When processing queries that involve temporary tables, the SQL parsing aggregator maintains session context to:

Track temporary table creation and usage within a session
Resolve lineage through temporary tables to underlying permanent tables
Avoid creating query subjects that reference ephemeral temporary tables

This ensures that query lineage reflects the actual data dependencies rather than intermediate temporary structures.

Query Size Limits

Very large query statements (e.g., generated queries with thousands of lines) may be truncated or rejected to maintain system performance.

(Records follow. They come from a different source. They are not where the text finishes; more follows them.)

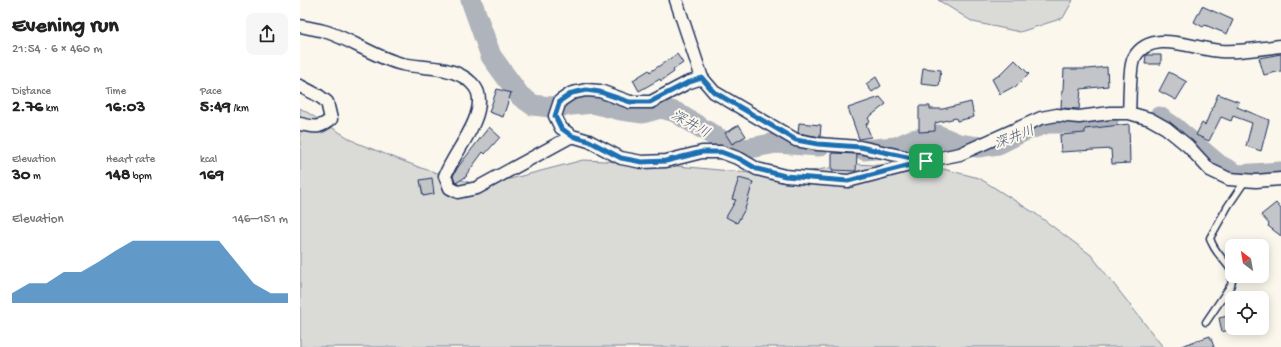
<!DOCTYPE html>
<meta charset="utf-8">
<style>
body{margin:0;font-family:"Gochi Hand","Klee One",sans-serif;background:#f6f6f6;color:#222;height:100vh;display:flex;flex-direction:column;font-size:15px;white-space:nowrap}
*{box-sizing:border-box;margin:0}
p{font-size:13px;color:#767676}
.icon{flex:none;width:22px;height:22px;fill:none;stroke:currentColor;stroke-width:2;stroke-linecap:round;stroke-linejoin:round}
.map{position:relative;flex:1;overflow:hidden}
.sheet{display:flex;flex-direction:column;background:#fff;width:300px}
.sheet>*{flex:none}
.needle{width:26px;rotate:329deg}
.tools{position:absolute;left:925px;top:239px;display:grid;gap:8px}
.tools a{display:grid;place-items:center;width:44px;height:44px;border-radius:8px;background:#fff;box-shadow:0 2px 10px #0003;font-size:20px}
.pin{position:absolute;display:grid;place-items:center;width:34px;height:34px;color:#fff;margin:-17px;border-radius:8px;box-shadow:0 2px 6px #0006}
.round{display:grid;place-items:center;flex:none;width:42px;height:42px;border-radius:8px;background:#f6f6f6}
.overview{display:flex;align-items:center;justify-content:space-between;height:68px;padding:0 12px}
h1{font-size:22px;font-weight:700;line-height:30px}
.figures{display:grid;grid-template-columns:repeat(3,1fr);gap:6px;height:68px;padding:4px 12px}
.figures div{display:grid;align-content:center}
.figures b{font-size:17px;font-weight:700}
.figures small{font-size:11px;font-weight:400}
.figures p{font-size:11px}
.chart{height:112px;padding:8px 12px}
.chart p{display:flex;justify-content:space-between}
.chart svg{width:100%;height:72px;margin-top:4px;fill:#1f6fb2;opacity:.7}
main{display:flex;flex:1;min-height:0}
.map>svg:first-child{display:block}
</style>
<main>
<section class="sheet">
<div class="overview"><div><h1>Evening run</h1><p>21:54 · 6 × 460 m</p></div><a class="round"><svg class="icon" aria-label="share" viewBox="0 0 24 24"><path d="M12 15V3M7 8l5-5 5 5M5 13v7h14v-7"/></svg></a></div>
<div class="figures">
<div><p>Distance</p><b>2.76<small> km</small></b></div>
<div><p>Time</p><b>16:03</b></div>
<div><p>Pace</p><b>5:49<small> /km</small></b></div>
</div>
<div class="figures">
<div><p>Elevation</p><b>30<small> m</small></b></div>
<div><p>Heart rate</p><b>148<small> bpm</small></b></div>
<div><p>kcal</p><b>169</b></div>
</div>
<div class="chart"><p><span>Elevation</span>146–151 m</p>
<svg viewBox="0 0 160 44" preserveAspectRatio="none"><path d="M0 44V38L10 32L20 32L30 25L40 25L50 19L60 12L70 6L80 6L90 6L100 6L110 6L120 6L130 19L140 32L150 38L160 38V44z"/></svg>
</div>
</section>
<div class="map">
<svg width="981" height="347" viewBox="0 0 981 347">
<rect width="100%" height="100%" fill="#fbf7ec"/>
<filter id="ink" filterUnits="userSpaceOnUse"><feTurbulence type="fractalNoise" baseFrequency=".025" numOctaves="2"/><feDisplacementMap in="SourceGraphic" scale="8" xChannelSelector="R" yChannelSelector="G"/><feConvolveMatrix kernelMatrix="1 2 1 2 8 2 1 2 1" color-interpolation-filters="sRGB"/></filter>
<g filter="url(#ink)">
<path fill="#dadad7" stroke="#7a849a" d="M638,0H773L763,18L720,32L673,22Z
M0,108L57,143L121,168L175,184L210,179L283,160L346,163L482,176L553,164L639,168L679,178L736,214L791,255L863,347H0Z"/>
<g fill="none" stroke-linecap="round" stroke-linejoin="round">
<path stroke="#afb3bb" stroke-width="21" d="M171,0L191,56L220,96L233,105L250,107L293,103L321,110L343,113L361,108L375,112L423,141L445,149L476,143L519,146
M859,117L875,128L919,165L938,175L981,172
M564,150L596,147L612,140L637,135L658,144L678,147L698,144L724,131L747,123H779L808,121"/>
</g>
<path fill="#c3c5c9" stroke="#1b2f5e" d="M902,6L933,20L927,34L905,25L903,27L894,22Z
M377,54L383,63L373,70L374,72L361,81L360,79L339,91L333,80L349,70L350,72Z
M981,54V71L964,75L959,58Z
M846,55H861V64H845Z
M715,60L729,74L715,88L713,87L700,94L692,79L700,75Z
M807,67L808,86L781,89L779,109L761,108L762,90H763L764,69H788Z
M623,68L641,70L639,86L621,84Z
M869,72L887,82L876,100L859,91Z
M576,77L581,86L572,92L566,84Z
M197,89L211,93L203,117L189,112Z
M918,94L939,102L937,107L969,120L961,151L946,146L952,123L933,116L931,121L921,117L909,141L896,135L902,123L905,125Z
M580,97L586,104L568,118L570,122L566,124L571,137L559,139L548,108Z
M671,102L674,117L657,121L656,118L635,123V131L619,132V106H630V109H643Z
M499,123L521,125L520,137L498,133Z
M829,124L830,163L812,164L811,149L761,152L760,135L785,133V129Z
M439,125L446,136L432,144L425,133Z
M189,127L200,137L185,154L183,152L166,175L167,176L156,183L153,176L158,167Z
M532,153L557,154L556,171L532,170Z
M132,178L134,194L123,196L120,180Z
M439,178L453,182L445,209L437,223L426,217L436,200L432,199Z
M976,203L981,209V236L968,226L969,224L961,215Z
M932,315V329L922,332L919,318Z
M910,336L914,347H882L881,346Z"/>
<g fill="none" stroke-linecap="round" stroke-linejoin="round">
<g stroke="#1b2f5e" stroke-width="9">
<path id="lane" d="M932,272C925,259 914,253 910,238L928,206L945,181
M906,322L931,285L933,276"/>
</g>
<g stroke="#1b2f5e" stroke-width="15">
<path id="street" d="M376,0L402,78L387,83L351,102H330L300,91L286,90L272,93L260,101L255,116L261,128L272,136L289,141L321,158L342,162L366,161L402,152H421L440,159L457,169L485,176L548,181L625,161L660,154L741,118L757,115L779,117L810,113H829L850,119L866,128L888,146L910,170L929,179L956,181L981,179
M0,26C9,28 18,29 27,32C52,40 76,58 102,64C122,68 144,66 162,76C168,79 176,86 178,93C185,119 154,152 145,176L150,188L158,192L177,188L272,136
M402,78L414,92L496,140L518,144L560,147L623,161
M0,86L19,96L27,102L31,119C19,129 15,127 0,124
M829,113C830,102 829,66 834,58C851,28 893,49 920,51C940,53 961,48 981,46"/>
</g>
<use href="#lane" stroke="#fbf7ec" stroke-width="6"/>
<use href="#street" stroke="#fbf7ec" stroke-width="12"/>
</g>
</g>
<g fill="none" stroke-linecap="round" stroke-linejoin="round" filter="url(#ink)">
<g stroke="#fff" stroke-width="8">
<path id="route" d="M402,78L414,92L496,140L518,144L560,147L626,161L548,181L485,176L457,169L440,159L421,152H402L366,161L342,162L321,158L289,141L272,136L261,128L255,116L260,101L272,93L286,90L300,92L330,102H350L387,83Z"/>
</g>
<use href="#route" stroke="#1f6fb2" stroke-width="5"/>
</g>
<g text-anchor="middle" stroke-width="4" stroke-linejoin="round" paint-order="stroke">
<g font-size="14" font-style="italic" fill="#47577a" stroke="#fbf7ec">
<text transform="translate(391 123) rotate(29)" y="5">深井川</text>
<text transform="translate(714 136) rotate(-21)" y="5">深井川</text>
</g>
</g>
</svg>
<div class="tools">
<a><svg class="needle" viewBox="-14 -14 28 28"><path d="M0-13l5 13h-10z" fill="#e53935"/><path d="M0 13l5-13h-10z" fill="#767676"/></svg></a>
<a><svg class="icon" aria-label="locate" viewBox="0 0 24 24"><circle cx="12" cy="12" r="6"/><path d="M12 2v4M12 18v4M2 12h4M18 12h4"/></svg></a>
</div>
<div class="pin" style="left:626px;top:161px;background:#1e9e55"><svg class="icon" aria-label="arrive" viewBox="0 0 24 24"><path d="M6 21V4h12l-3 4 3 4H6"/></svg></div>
</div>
</main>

The exact limits depend on the backend configuration and the storage layer.

Language Support

Currently, query entities primarily support SQL as the query language. While there is an UNKNOWN language option, DataHub's SQL parsing and lineage extraction capabilities are specifically designed for SQL dialects. Other query languages (e.g., Cypher, SPARQL, or proprietary query languages) can be stored but will not benefit from automatic lineage extraction.

Manual vs System Queries

Queries can have two sources:

MANUAL: Queries created by users through the DataHub UI or API
SYSTEM: Queries discovered automatically by ingestion connectors

This distinction helps differentiate between user-curated queries (which might be documented and named) and the potentially large volume of queries automatically discovered from query logs.